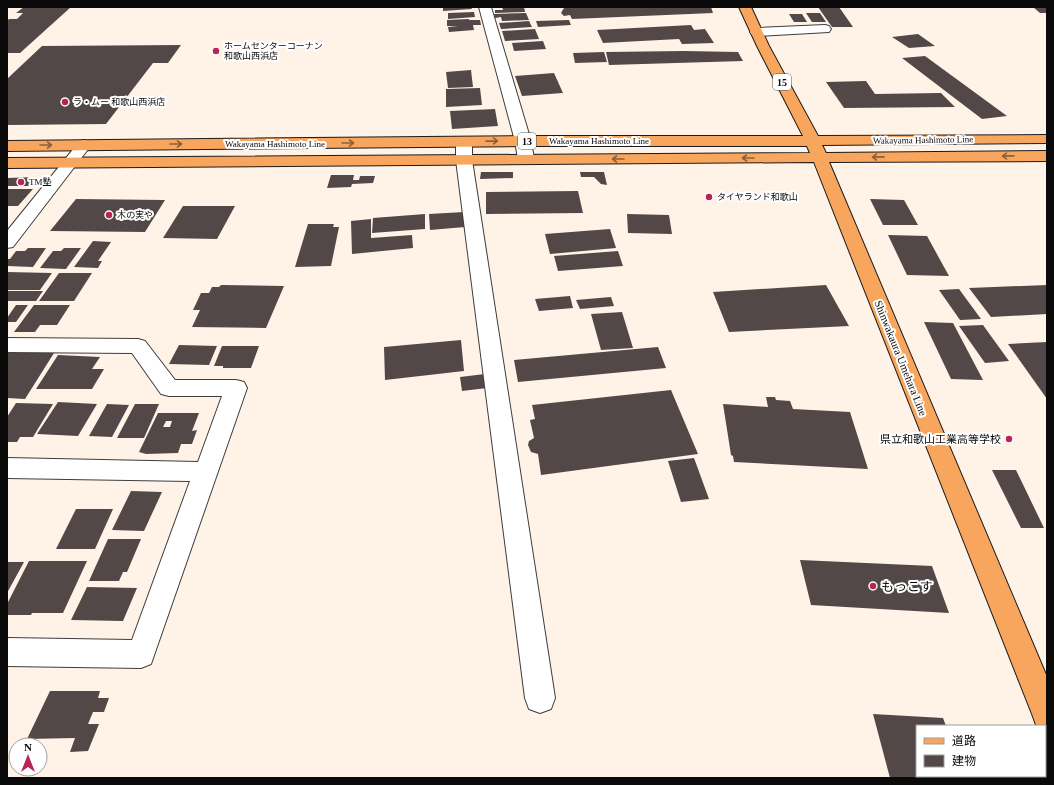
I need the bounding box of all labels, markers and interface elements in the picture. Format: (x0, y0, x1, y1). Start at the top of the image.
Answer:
place label: ホームセンターコーナン 和歌山西浜店 (224, 41, 323, 61)
marker: ホームセンターコーナン 和歌山西浜店 (211, 46, 221, 56)
road number: 15 (773, 74, 791, 90)
marker: ラ・ムー 和歌山西浜店 (60, 97, 70, 107)
place label: ラ・ムー 和歌山西浜店 (73, 97, 165, 107)
road number: 13 (518, 133, 536, 149)
street label: Wakayama Hashimoto Line (873, 134, 973, 146)
street label: Wakayama Hashimoto Line (549, 136, 649, 146)
one-way arrow (485, 138, 498, 145)
street label: Wakayama Hashimoto Line (225, 139, 325, 149)
one-way arrow (341, 139, 354, 147)
one-way arrow (169, 140, 182, 148)
one-way arrow (39, 142, 52, 149)
one-way arrow (1002, 152, 1015, 160)
one-way arrow (872, 153, 885, 161)
one-way arrow (742, 154, 755, 162)
one-way arrow (612, 155, 625, 163)
marker: TM塾 (16, 177, 26, 187)
place label: TM塾 (29, 177, 52, 187)
marker: タイヤランド和歌山 (704, 192, 714, 202)
place label: タイヤランド和歌山 (717, 192, 798, 202)
marker: 木の実や (104, 210, 114, 220)
place label: 木の実や (117, 210, 153, 220)
street label: Shinwakaura Umehara Line (872, 299, 930, 418)
place label: 県立和歌山工業高等学校 (880, 433, 1001, 445)
marker: 県立和歌山工業高等学校 (1004, 434, 1014, 444)
place label: もっこす (881, 579, 933, 594)
marker: もっこす (868, 581, 878, 591)
legend (916, 725, 1046, 777)
text: 道路 (952, 734, 976, 748)
north arrow (8, 737, 48, 777)
text: N (24, 741, 32, 753)
text: 建物 (952, 754, 976, 768)

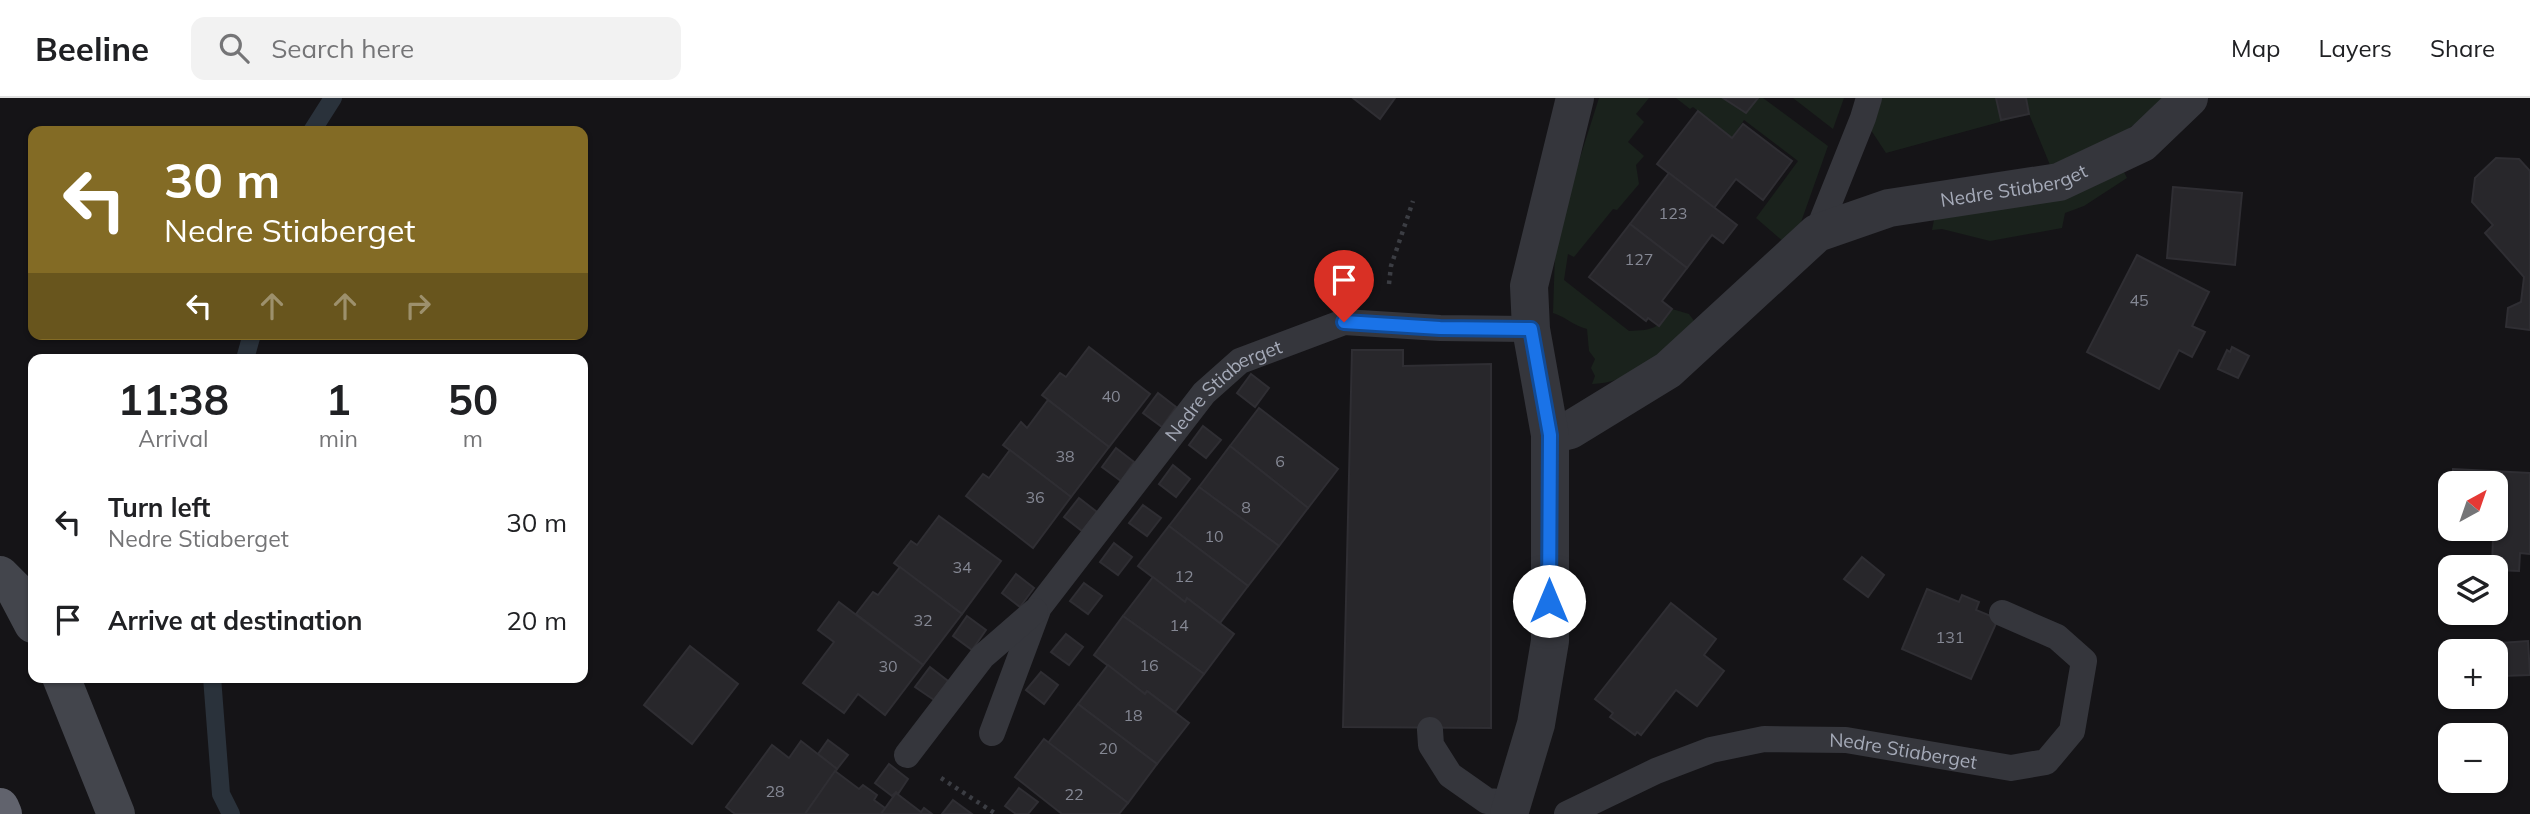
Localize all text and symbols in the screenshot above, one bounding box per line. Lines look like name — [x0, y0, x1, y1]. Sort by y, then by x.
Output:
search box — [191, 17, 681, 80]
text: Beeline — [35, 28, 149, 69]
icon: search — [215, 29, 253, 67]
text: Search here — [271, 32, 414, 65]
text: Map — [2231, 33, 2280, 63]
text: Layers — [2318, 33, 2392, 63]
text: Share — [2430, 33, 2495, 63]
text: 30 m — [164, 149, 280, 210]
icon: left — [49, 154, 140, 245]
street label: Nedre Stiaberget — [1939, 158, 2091, 212]
house number: 123 — [1659, 203, 1687, 223]
text: Nedre Stiaberget — [164, 210, 416, 250]
house number: 127 — [1625, 249, 1653, 269]
pin — [1314, 250, 1374, 322]
icon: arrive — [1325, 261, 1363, 299]
icon: left — [180, 287, 218, 325]
icon: ahead — [253, 287, 291, 325]
icon: ahead — [326, 287, 364, 325]
icon: right — [399, 287, 437, 325]
house number: 45 — [2129, 290, 2149, 310]
street label: Nedre Stiaberget — [1159, 334, 1286, 446]
text: 11:38 — [118, 373, 229, 426]
text: 1 — [326, 373, 351, 426]
text: 50 — [448, 373, 498, 426]
house number: 40 — [1101, 386, 1121, 406]
text: Arrival — [138, 424, 209, 453]
text: min — [319, 424, 358, 453]
text: m — [463, 424, 483, 453]
house number: 38 — [1055, 446, 1075, 466]
house number: 6 — [1275, 451, 1285, 471]
north arrow — [2438, 471, 2508, 541]
map controls — [2438, 471, 2508, 793]
house number: 36 — [1025, 487, 1045, 507]
text: Turn left — [108, 491, 210, 524]
house number: 8 — [1241, 497, 1251, 517]
icon: left — [49, 503, 87, 541]
text: 30 m — [506, 506, 567, 539]
text: Nedre Stiaberget — [108, 524, 289, 553]
house number: 10 — [1204, 526, 1224, 546]
button: layers — [2438, 555, 2508, 625]
house number: 34 — [952, 557, 972, 577]
position arrow — [1512, 564, 1586, 638]
house number: 12 — [1174, 566, 1194, 586]
icon: arrive — [49, 601, 87, 639]
text: Arrive at destination — [108, 604, 363, 637]
text: 20 m — [506, 604, 567, 637]
house number: 32 — [913, 610, 933, 630]
house number: 14 — [1169, 615, 1189, 635]
house number: 131 — [1936, 627, 1964, 647]
button: + — [2438, 639, 2508, 709]
house number: 16 — [1139, 655, 1159, 675]
house number: 30 — [878, 656, 898, 676]
house number: 18 — [1123, 705, 1143, 725]
button: − — [2438, 723, 2508, 793]
street label: Nedre Stiaberget — [1829, 728, 1979, 774]
house number: 20 — [1098, 738, 1118, 758]
house number: 28 — [765, 781, 785, 801]
house number: 22 — [1064, 784, 1084, 804]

#### [WHAT IS REQUIRED]
Go through the data, and copy each line in which the word "street" appears.

#### [OUTPUT FOR THIS TASK]
street label: Wakayama Hashimoto Line (873, 134, 973, 146)
street label: Wakayama Hashimoto Line (549, 136, 649, 146)
street label: Wakayama Hashimoto Line (225, 139, 325, 149)
street label: Shinwakaura Umehara Line (872, 299, 930, 418)
street label: Nedre Stiaberget — [1939, 158, 2091, 212]
street label: Nedre Stiaberget — [1159, 334, 1286, 446]
street label: Nedre Stiaberget — [1829, 728, 1979, 774]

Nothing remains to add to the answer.